**Your objective:** Search the entries for the word "courier". Copy each line in which it is found.

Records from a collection
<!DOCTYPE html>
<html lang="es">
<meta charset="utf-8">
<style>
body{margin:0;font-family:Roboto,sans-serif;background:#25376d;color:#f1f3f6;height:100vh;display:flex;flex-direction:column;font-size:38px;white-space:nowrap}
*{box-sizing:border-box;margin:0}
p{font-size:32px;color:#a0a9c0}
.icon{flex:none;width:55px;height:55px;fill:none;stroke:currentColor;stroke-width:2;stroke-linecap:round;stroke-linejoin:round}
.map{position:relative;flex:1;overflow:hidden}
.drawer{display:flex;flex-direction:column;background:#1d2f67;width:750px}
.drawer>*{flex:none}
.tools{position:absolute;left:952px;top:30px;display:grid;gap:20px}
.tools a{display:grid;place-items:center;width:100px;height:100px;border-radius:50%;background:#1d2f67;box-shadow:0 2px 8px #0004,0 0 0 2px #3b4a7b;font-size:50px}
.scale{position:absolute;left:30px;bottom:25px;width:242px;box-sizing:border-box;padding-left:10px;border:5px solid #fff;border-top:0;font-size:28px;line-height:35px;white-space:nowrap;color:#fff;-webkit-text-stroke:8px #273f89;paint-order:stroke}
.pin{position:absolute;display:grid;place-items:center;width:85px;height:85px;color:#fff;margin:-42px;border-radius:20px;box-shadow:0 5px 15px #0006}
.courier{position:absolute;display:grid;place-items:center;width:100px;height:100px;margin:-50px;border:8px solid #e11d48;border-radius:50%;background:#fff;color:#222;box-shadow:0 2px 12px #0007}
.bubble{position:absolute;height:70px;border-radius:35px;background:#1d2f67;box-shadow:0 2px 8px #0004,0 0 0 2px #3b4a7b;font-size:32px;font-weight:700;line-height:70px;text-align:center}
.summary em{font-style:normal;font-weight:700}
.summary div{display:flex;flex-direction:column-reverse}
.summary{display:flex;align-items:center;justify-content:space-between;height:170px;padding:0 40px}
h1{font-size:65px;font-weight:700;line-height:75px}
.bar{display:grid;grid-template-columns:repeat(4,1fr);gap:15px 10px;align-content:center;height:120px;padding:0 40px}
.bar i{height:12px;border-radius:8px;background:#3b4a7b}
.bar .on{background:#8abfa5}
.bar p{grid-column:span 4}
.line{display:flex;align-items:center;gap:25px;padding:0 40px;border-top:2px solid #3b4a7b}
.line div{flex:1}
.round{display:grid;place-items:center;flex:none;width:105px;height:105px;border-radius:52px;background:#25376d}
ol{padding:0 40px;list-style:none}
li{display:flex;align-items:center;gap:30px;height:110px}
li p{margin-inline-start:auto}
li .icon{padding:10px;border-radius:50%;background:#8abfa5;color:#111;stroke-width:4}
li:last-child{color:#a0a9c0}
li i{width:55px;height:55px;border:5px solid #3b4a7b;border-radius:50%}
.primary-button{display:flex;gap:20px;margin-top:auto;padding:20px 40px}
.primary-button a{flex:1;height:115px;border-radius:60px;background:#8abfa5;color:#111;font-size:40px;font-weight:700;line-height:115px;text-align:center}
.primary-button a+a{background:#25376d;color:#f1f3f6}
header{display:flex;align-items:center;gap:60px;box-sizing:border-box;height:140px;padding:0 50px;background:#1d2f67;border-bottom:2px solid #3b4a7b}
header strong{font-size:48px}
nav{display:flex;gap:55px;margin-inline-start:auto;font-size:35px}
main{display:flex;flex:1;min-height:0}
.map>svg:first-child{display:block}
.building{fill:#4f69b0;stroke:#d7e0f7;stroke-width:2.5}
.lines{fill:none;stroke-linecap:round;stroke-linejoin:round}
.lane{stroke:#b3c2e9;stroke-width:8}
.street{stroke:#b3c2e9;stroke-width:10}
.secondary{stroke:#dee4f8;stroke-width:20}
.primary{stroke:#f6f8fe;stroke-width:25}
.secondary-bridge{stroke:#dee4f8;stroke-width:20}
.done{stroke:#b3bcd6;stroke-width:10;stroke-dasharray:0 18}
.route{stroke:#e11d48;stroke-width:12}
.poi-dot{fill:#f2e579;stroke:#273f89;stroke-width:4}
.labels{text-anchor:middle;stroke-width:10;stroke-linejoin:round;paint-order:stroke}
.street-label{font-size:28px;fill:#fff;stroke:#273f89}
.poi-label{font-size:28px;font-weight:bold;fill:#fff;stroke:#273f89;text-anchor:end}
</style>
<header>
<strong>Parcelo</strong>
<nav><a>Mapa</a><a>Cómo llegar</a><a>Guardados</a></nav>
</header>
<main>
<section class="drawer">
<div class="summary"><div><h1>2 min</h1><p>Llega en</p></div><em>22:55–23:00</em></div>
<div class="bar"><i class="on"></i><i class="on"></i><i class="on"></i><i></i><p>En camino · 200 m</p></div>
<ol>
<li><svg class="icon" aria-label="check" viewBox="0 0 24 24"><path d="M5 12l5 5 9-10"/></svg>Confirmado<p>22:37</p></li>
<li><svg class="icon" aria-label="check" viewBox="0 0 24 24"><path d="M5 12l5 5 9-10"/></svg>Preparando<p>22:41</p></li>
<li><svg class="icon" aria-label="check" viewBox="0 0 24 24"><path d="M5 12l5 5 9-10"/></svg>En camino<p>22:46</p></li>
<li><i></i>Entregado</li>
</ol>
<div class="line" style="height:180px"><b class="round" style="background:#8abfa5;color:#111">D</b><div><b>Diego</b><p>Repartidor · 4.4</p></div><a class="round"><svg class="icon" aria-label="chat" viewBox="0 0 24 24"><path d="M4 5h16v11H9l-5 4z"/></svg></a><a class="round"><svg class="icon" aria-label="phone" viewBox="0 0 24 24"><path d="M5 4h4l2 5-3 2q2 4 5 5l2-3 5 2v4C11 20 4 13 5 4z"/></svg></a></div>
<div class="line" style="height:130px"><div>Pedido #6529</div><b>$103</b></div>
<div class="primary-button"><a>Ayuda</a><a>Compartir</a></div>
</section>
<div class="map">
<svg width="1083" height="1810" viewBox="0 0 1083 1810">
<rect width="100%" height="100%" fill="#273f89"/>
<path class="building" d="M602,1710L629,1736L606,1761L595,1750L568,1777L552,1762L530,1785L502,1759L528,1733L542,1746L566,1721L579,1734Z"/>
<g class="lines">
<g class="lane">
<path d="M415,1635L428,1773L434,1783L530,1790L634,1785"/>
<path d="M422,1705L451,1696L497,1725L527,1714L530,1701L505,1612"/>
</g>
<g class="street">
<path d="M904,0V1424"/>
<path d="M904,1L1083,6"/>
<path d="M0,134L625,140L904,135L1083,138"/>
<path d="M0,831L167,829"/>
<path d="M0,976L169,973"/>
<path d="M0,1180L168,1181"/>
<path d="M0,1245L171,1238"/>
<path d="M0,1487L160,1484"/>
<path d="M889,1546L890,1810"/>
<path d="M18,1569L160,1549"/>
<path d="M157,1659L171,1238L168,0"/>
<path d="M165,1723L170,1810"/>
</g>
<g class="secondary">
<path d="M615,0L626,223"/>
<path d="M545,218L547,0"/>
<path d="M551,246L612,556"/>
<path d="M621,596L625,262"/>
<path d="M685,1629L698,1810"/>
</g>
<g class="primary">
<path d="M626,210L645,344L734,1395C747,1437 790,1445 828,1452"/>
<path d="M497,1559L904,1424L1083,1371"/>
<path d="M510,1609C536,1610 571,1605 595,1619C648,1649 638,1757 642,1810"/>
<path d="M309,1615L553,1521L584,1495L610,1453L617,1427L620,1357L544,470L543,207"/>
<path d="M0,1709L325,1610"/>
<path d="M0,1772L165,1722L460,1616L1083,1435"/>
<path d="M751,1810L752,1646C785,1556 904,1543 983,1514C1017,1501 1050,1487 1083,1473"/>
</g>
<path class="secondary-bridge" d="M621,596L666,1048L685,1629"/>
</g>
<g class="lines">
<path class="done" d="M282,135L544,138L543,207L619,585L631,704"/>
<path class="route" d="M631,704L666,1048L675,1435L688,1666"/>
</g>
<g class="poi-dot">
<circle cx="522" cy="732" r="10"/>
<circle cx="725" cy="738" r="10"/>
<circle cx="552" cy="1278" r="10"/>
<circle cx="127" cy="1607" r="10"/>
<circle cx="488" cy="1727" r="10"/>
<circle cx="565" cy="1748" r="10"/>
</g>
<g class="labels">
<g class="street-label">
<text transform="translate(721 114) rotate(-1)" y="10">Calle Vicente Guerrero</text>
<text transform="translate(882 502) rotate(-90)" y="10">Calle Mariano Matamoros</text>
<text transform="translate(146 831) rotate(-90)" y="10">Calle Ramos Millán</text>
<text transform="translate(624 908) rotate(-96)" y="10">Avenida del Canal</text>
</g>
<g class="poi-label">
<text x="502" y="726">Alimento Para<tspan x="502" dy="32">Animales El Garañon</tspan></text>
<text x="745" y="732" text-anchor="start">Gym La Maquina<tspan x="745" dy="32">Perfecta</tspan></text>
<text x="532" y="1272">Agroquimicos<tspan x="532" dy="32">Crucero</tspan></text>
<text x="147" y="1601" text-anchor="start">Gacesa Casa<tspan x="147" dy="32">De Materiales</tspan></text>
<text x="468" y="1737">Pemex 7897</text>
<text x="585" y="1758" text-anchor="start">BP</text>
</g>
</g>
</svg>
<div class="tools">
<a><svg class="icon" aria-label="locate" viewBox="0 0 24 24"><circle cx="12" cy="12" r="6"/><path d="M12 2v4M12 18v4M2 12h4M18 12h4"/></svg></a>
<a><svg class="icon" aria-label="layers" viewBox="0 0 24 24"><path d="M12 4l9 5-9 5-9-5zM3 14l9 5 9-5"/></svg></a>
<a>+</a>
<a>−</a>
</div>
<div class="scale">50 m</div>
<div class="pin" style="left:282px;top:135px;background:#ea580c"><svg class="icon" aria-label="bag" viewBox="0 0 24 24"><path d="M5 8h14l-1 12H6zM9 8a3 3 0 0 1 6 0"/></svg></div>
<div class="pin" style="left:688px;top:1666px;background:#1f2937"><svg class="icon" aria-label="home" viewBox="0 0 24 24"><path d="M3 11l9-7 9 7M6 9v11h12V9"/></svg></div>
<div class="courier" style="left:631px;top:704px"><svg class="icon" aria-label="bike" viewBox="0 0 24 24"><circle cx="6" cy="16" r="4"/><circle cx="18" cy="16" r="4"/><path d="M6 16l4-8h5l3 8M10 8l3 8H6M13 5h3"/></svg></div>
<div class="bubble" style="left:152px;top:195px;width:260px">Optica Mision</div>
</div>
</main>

**Response to this task:**
.courier{position:absolute;display:grid;place-items:center;width:100px;height:100px;margin:-50px;border:8px solid #e11d48;border-radius:50%;background:#fff;color:#222;box-shadow:0 2px 12px #0007}
<div class="courier" style="left:631px;top:704px"><svg class="icon" aria-label="bike" viewBox="0 0 24 24"><circle cx="6" cy="16" r="4"/><circle cx="18" cy="16" r="4"/><path d="M6 16l4-8h5l3 8M10 8l3 8H6M13 5h3"/></svg></div>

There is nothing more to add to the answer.